◆ Saved data entries:
::::
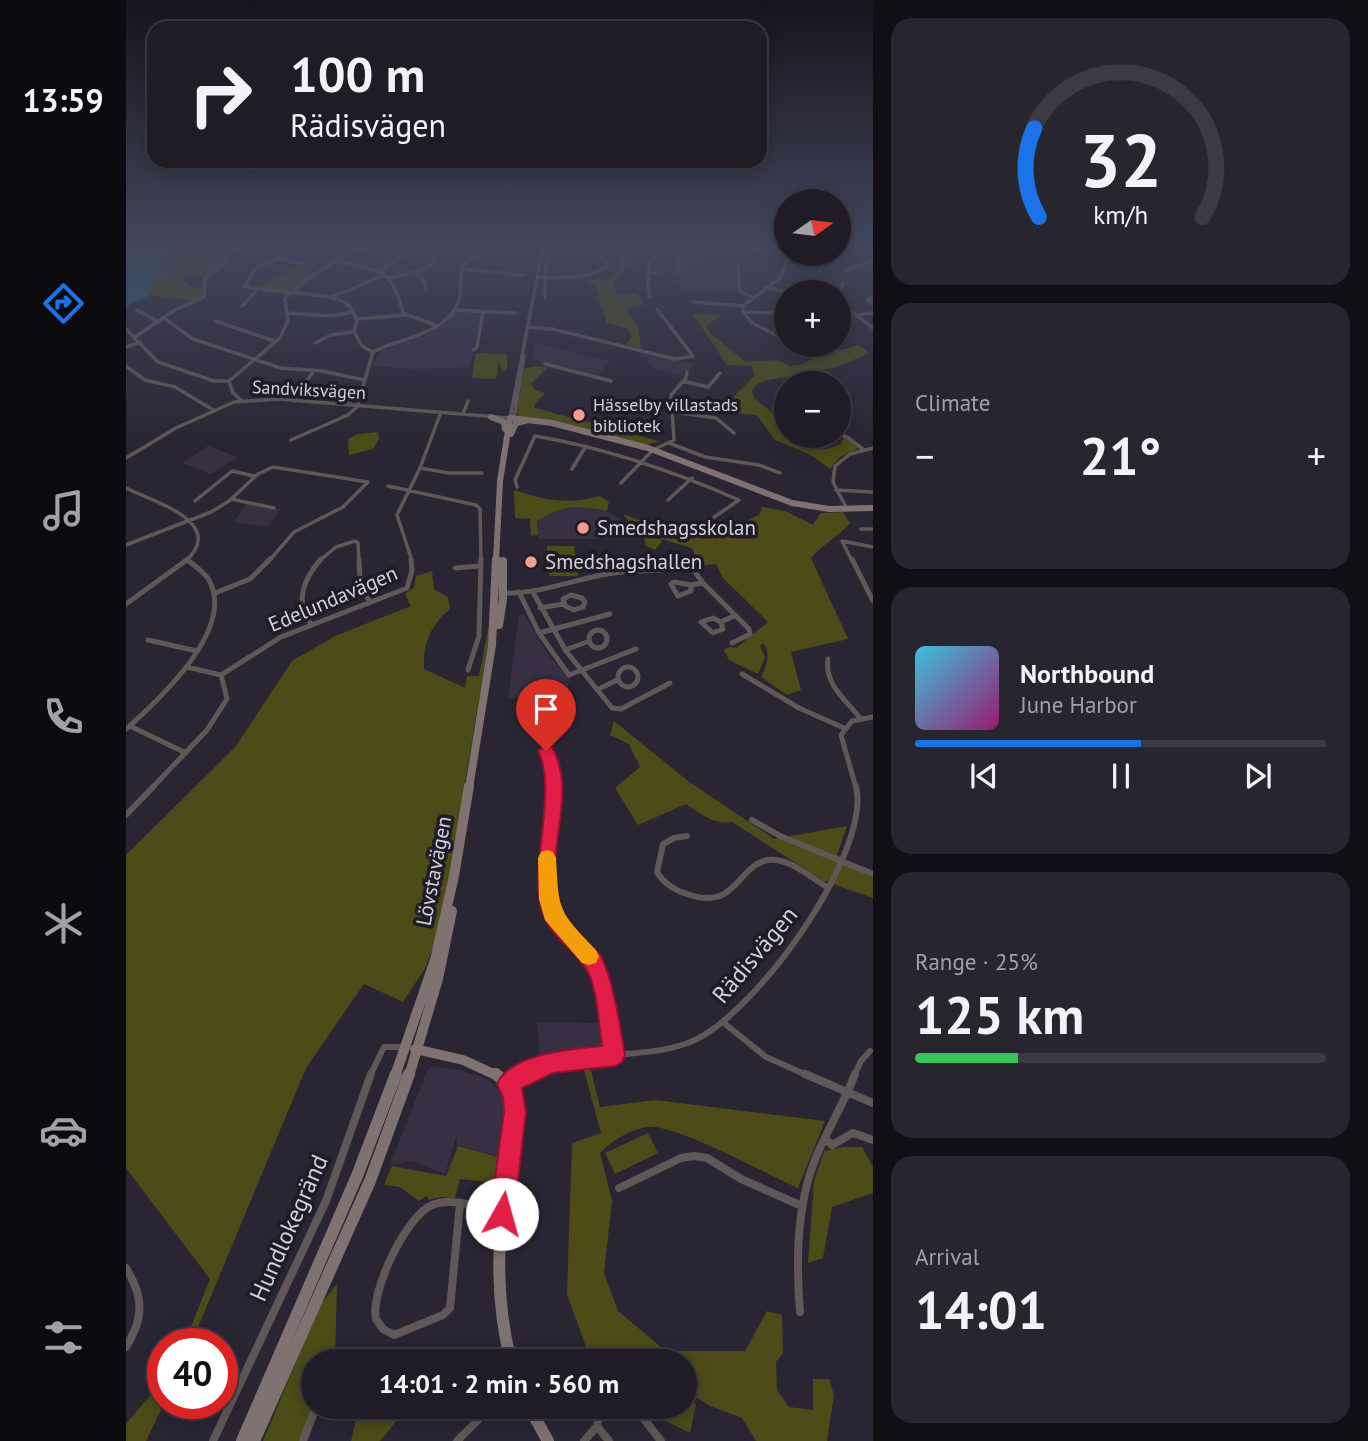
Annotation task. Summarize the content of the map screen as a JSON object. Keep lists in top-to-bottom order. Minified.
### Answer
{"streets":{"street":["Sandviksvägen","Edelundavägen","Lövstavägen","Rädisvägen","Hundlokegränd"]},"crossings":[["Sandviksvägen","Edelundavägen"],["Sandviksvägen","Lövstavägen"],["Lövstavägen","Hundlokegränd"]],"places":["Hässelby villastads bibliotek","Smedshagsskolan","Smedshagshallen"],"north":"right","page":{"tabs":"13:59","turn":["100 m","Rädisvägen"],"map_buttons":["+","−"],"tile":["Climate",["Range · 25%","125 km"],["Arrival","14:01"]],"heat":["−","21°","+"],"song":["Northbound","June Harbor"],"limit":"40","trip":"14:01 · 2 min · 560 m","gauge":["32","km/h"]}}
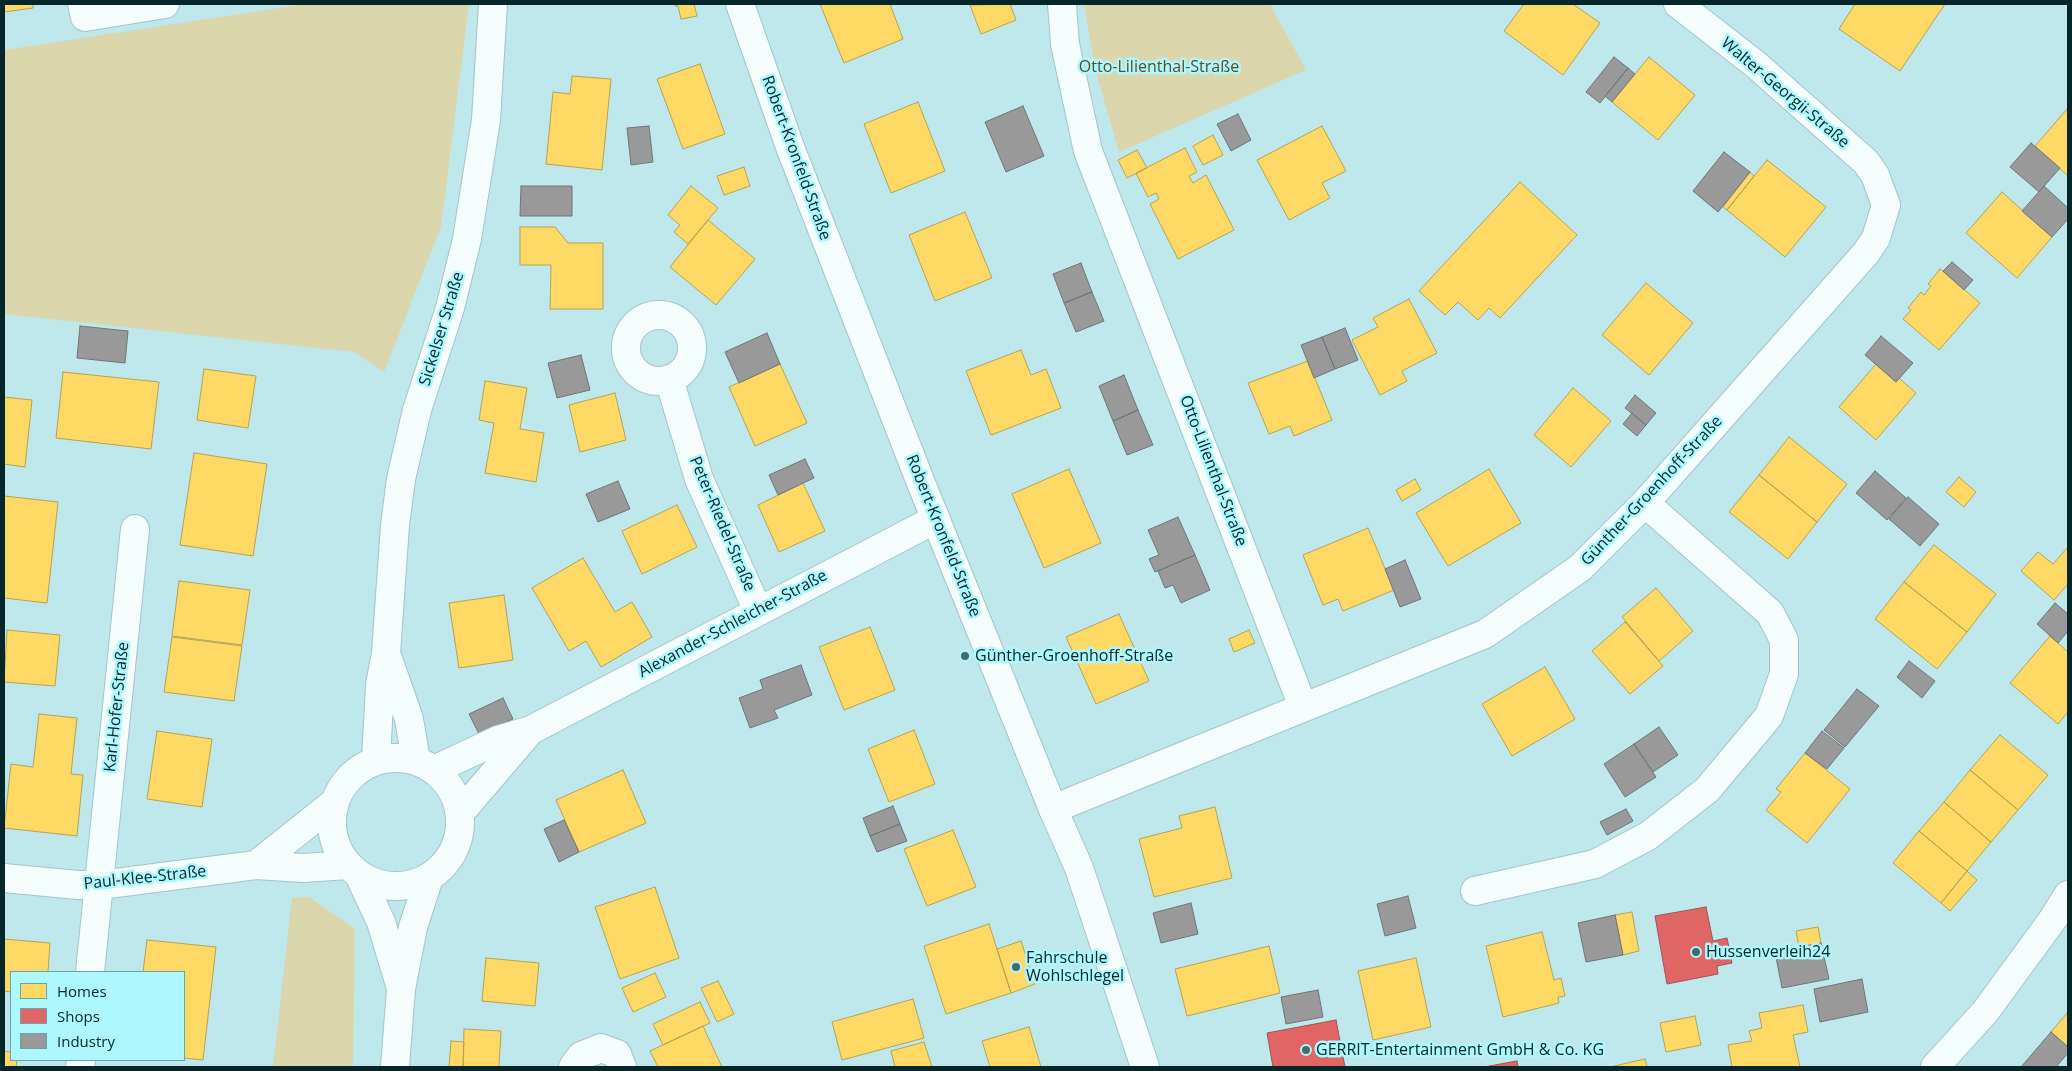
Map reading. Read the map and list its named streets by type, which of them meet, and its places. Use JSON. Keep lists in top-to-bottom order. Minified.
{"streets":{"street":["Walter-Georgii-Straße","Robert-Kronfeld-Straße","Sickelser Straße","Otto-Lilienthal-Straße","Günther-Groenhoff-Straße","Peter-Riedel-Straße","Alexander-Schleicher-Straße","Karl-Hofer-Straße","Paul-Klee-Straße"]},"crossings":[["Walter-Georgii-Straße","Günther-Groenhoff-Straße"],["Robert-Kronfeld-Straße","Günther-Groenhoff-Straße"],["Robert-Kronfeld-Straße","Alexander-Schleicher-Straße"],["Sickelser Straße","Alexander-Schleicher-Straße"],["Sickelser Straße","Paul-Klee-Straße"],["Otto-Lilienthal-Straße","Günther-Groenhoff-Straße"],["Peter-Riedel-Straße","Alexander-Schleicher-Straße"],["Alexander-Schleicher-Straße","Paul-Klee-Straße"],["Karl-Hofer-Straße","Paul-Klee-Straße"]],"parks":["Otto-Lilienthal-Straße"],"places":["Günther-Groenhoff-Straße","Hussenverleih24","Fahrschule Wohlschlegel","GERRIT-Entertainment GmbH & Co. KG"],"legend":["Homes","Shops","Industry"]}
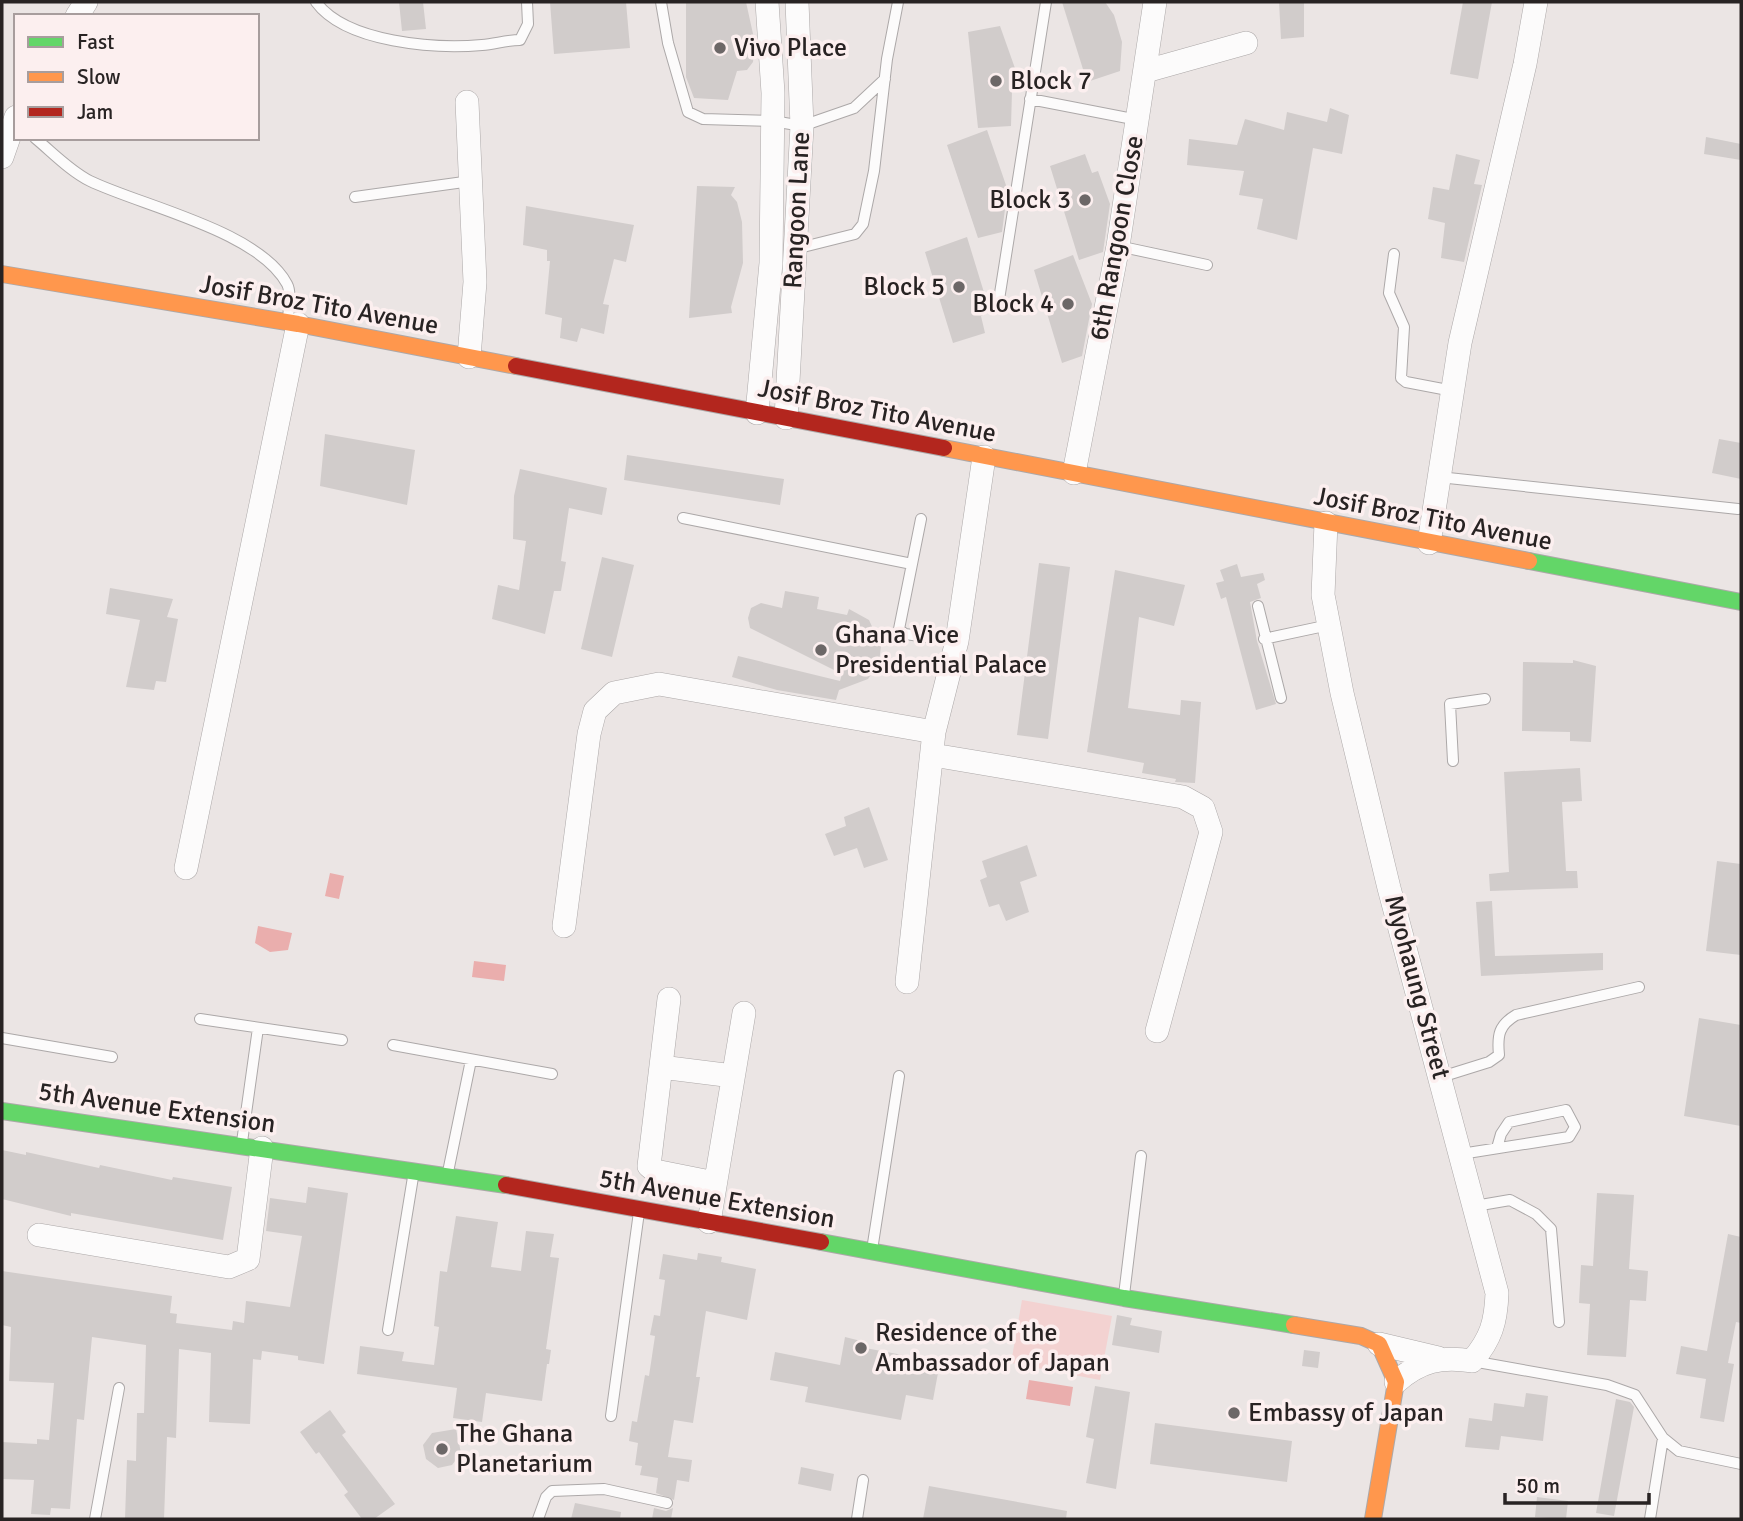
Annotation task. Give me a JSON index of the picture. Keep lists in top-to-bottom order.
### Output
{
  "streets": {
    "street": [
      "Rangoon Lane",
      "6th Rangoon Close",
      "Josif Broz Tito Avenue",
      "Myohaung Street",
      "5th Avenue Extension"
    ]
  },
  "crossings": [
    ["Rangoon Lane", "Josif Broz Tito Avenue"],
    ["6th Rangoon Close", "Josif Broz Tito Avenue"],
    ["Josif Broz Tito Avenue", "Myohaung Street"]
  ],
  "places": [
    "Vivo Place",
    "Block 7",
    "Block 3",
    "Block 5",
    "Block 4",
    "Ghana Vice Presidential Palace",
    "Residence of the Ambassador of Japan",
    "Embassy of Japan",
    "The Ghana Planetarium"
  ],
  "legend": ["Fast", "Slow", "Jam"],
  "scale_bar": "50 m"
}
::::
◆ Try it: All records above must be copied exactly, though the pictures they hold are to be left out.

◆ Final answer:
Annotation task. Summarize the content of the map screen as a JSON object. Keep lists in top-to-bottom order. Minified.
### Answer
{"streets":{"street":["Sandviksvägen","Edelundavägen","Lövstavägen","Rädisvägen","Hundlokegränd"]},"crossings":[["Sandviksvägen","Edelundavägen"],["Sandviksvägen","Lövstavägen"],["Lövstavägen","Hundlokegränd"]],"places":["Hässelby villastads bibliotek","Smedshagsskolan","Smedshagshallen"],"north":"right","page":{"tabs":"13:59","turn":["100 m","Rädisvägen"],"map_buttons":["+","−"],"tile":["Climate",["Range · 25%","125 km"],["Arrival","14:01"]],"heat":["−","21°","+"],"song":["Northbound","June Harbor"],"limit":"40","trip":"14:01 · 2 min · 560 m","gauge":["32","km/h"]}}
Map reading. Read the map and list its named streets by type, which of them meet, and its places. Use JSON. Keep lists in top-to-bottom order. Minified.
{"streets":{"street":["Walter-Georgii-Straße","Robert-Kronfeld-Straße","Sickelser Straße","Otto-Lilienthal-Straße","Günther-Groenhoff-Straße","Peter-Riedel-Straße","Alexander-Schleicher-Straße","Karl-Hofer-Straße","Paul-Klee-Straße"]},"crossings":[["Walter-Georgii-Straße","Günther-Groenhoff-Straße"],["Robert-Kronfeld-Straße","Günther-Groenhoff-Straße"],["Robert-Kronfeld-Straße","Alexander-Schleicher-Straße"],["Sickelser Straße","Alexander-Schleicher-Straße"],["Sickelser Straße","Paul-Klee-Straße"],["Otto-Lilienthal-Straße","Günther-Groenhoff-Straße"],["Peter-Riedel-Straße","Alexander-Schleicher-Straße"],["Alexander-Schleicher-Straße","Paul-Klee-Straße"],["Karl-Hofer-Straße","Paul-Klee-Straße"]],"parks":["Otto-Lilienthal-Straße"],"places":["Günther-Groenhoff-Straße","Hussenverleih24","Fahrschule Wohlschlegel","GERRIT-Entertainment GmbH & Co. KG"],"legend":["Homes","Shops","Industry"]}
Annotation task. Give me a JSON index of the picture. Keep lists in top-to-bottom order.
### Output
{
  "streets": {
    "street": [
      "Rangoon Lane",
      "6th Rangoon Close",
      "Josif Broz Tito Avenue",
      "Myohaung Street",
      "5th Avenue Extension"
    ]
  },
  "crossings": [
    ["Rangoon Lane", "Josif Broz Tito Avenue"],
    ["6th Rangoon Close", "Josif Broz Tito Avenue"],
    ["Josif Broz Tito Avenue", "Myohaung Street"]
  ],
  "places": [
    "Vivo Place",
    "Block 7",
    "Block 3",
    "Block 5",
    "Block 4",
    "Ghana Vice Presidential Palace",
    "Residence of the Ambassador of Japan",
    "Embassy of Japan",
    "The Ghana Planetarium"
  ],
  "legend": ["Fast", "Slow", "Jam"],
  "scale_bar": "50 m"
}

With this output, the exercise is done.